Discover more from Daniel’s Newsletter
Arrival Rate Bias in A/B Testing
Good Things Come to Those Who Can’t Wait, Part 1
Good Things Come to Those Who Can’t Wait, Part 1
This post was coauthored with Allen Sirolly and is the first post in our two-part series on arrival rate bias correction in A/B Testing. We are very grateful to our Wealthfront Data Science colleague, Hsiu-Chi Lin, for his invaluable input. Part 2 may be found here.
Like many technology companies, Wealthfront uses in-product testing and experimentation to learn and make decisions. In particular, we leverage in-product A/B testing of our existing client base to understand how product decisions cause changes in behavior. However, there are characteristics of our product and business that complicate conducting these experiments and making valid inferences from their results. For example, measuring effects at the client level, rather than the session level, requires care. As does the measurement of effects that can that can take days or weeks to materialize, as opposed to manifesting contemporaneously with treatments. Lastly, a challenge specific to in-product testing of existing clients stems from compliance bias driven by heterogeneity in product usage rates. This phenomenon, which we refer to as “Arrival Rate Bias”, is the topic of our next two posts. In part 1, we cover the following sections:
Define the problem
Operationalize arrival rates
Show how this bias manifests in a real experiment
Introduce potential solutions
In Part 2, we will dig deeper into details of our implemented solution and discuss its implications for power calculations.

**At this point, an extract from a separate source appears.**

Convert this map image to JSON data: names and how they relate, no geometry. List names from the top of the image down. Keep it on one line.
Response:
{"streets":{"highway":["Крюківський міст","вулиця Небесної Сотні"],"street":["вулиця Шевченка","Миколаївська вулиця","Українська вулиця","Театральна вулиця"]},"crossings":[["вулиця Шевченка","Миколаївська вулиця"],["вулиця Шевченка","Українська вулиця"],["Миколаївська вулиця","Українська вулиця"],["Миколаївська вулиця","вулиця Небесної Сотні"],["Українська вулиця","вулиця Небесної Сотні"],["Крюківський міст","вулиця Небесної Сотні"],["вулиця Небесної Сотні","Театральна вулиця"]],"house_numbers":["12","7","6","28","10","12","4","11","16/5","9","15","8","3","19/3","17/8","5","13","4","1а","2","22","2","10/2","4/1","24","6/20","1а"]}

As a form of Randomized Control Trial (RCT) A/B testing requires that observations be sampled randomly. While this fairly obvious requirement is easy enough to explain, it can be harder to implement in practice than anticipated. For example, it can be difficult to simply ensure that observations are split randomly between control and treatment groups. This can be particularly challenging when A/B testing on mobile devices, where users in the treatment group (but not the control) need to upgrade their app to be exposed to a variant. However, less attention appears to have been paid to bias introduced during sample selection prior to random assignment.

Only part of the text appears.